● **Excerpted records**
+-------+

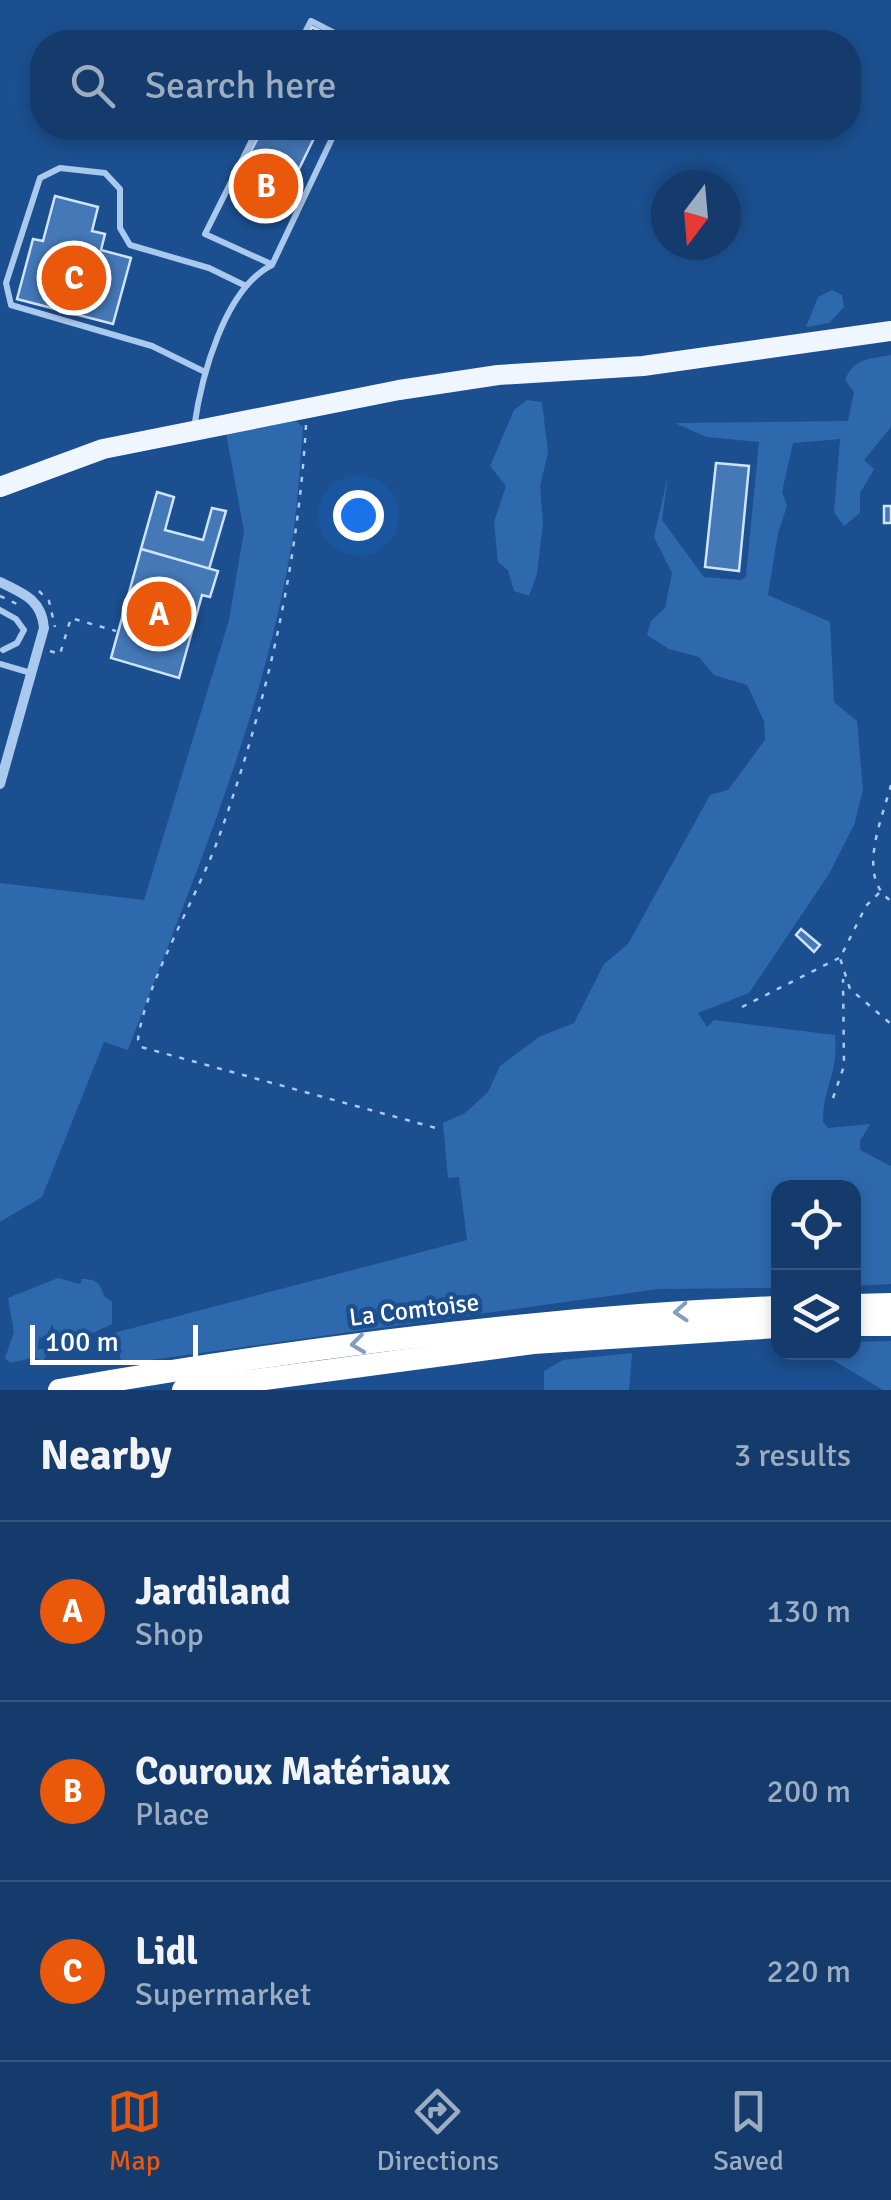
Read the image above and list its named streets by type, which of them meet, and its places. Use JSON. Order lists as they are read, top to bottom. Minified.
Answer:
{"streets":{"highway":["La Comtoise"]},"scale_bar":"100 m","north":"bottom","page":{"search":"Search here","pins":["B","C","A"],"scale":"100 m","heading":["Nearby","3 results"],"list":[{"mark":"A","name":"Jardiland","note":"Shop","value":"130 m"},{"mark":"B","name":"Couroux Matériaux","note":"Place","value":"200 m"},{"mark":"C","name":"Lidl","note":"Supermarket","value":"220 m"}],"nav":["Map","Directions","Saved"]}}
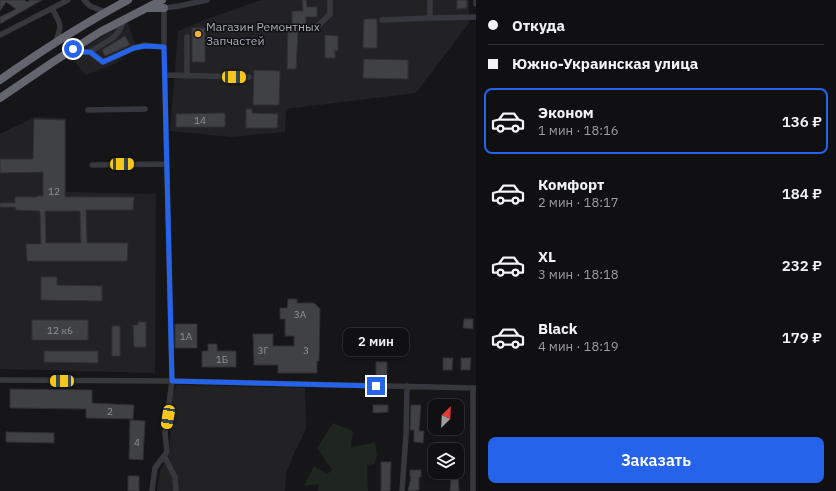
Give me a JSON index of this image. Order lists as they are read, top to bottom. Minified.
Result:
{"places":["Магазин Ремонтных Запчастей"],"house_numbers":["14","12","3А","12 к6","1А","3Г","3","1Б","2","4"],"north":"top right","page":{"banner":["Откуда","Южно-Украинская улица"],"list":[{"name":"Эконом","note":"1 мин · 18:16","value":"136 ₽"},{"name":"Комфорт","note":"2 мин · 18:17","value":"184 ₽"},{"name":"XL","note":"3 мин · 18:18","value":"232 ₽"},{"name":"Black","note":"4 мин · 18:19","value":"179 ₽"}],"bubble":"2 мин","buttons":"Заказать"}}
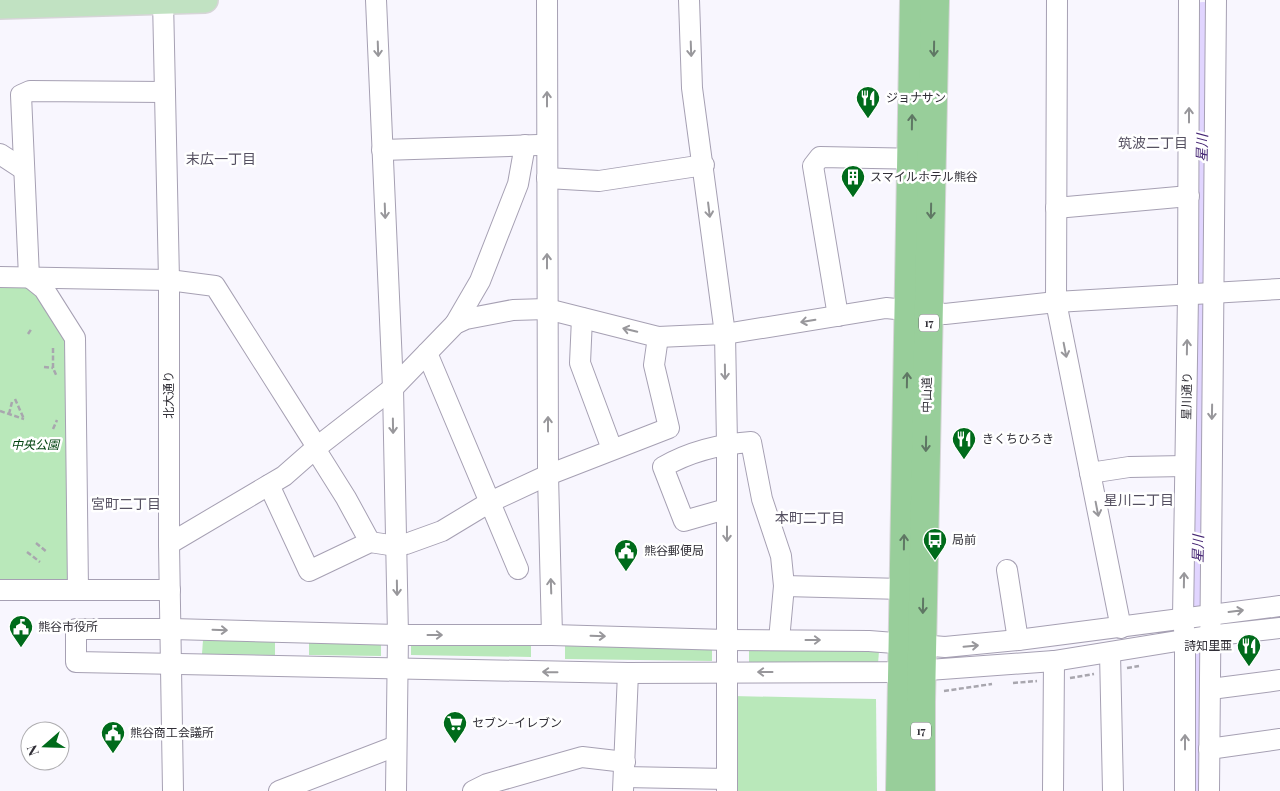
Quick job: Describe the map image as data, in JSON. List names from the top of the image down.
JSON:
{
  "streets": {
    "highway": ["17", "中山道"],
    "street": ["北大通り", "星川通り"]
  },
  "districts": [
    "筑波二丁目",
    "末広一丁目",
    "星川二丁目",
    "宮町二丁目",
    "本町二丁目"
  ],
  "water": ["星川"],
  "parks": ["中央公園"],
  "places": {
    "restaurant": ["ジョナサン", "きくちひろき", "詩知里亜"],
    "building": ["スマイルホテル熊谷"],
    "bus stop": ["局前"],
    "public building": ["熊谷郵便局", "熊谷市役所", "熊谷商工会議所"],
    "supermarket": ["セブン-イレブン"]
  },
  "north": "left"
}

+-------+

● **Work to be completed**
Write the records above out again exactly, with no pictures in your copy.

● **Task answer**
Read the image above and list its named streets by type, which of them meet, and its places. Use JSON. Order lists as they are read, top to bottom. Minified.
Answer:
{"streets":{"highway":["La Comtoise"]},"scale_bar":"100 m","north":"bottom","page":{"search":"Search here","pins":["B","C","A"],"scale":"100 m","heading":["Nearby","3 results"],"list":[{"mark":"A","name":"Jardiland","note":"Shop","value":"130 m"},{"mark":"B","name":"Couroux Matériaux","note":"Place","value":"200 m"},{"mark":"C","name":"Lidl","note":"Supermarket","value":"220 m"}],"nav":["Map","Directions","Saved"]}}
Give me a JSON index of this image. Order lists as they are read, top to bottom. Minified.
Result:
{"places":["Магазин Ремонтных Запчастей"],"house_numbers":["14","12","3А","12 к6","1А","3Г","3","1Б","2","4"],"north":"top right","page":{"banner":["Откуда","Южно-Украинская улица"],"list":[{"name":"Эконом","note":"1 мин · 18:16","value":"136 ₽"},{"name":"Комфорт","note":"2 мин · 18:17","value":"184 ₽"},{"name":"XL","note":"3 мин · 18:18","value":"232 ₽"},{"name":"Black","note":"4 мин · 18:19","value":"179 ₽"}],"bubble":"2 мин","buttons":"Заказать"}}
Quick job: Describe the map image as data, in JSON. List names from the top of the image down.
JSON:
{
  "streets": {
    "highway": ["17", "中山道"],
    "street": ["北大通り", "星川通り"]
  },
  "districts": [
    "筑波二丁目",
    "末広一丁目",
    "星川二丁目",
    "宮町二丁目",
    "本町二丁目"
  ],
  "water": ["星川"],
  "parks": ["中央公園"],
  "places": {
    "restaurant": ["ジョナサン", "きくちひろき", "詩知里亜"],
    "building": ["スマイルホテル熊谷"],
    "bus stop": ["局前"],
    "public building": ["熊谷郵便局", "熊谷市役所", "熊谷商工会議所"],
    "supermarket": ["セブン-イレブン"]
  },
  "north": "left"
}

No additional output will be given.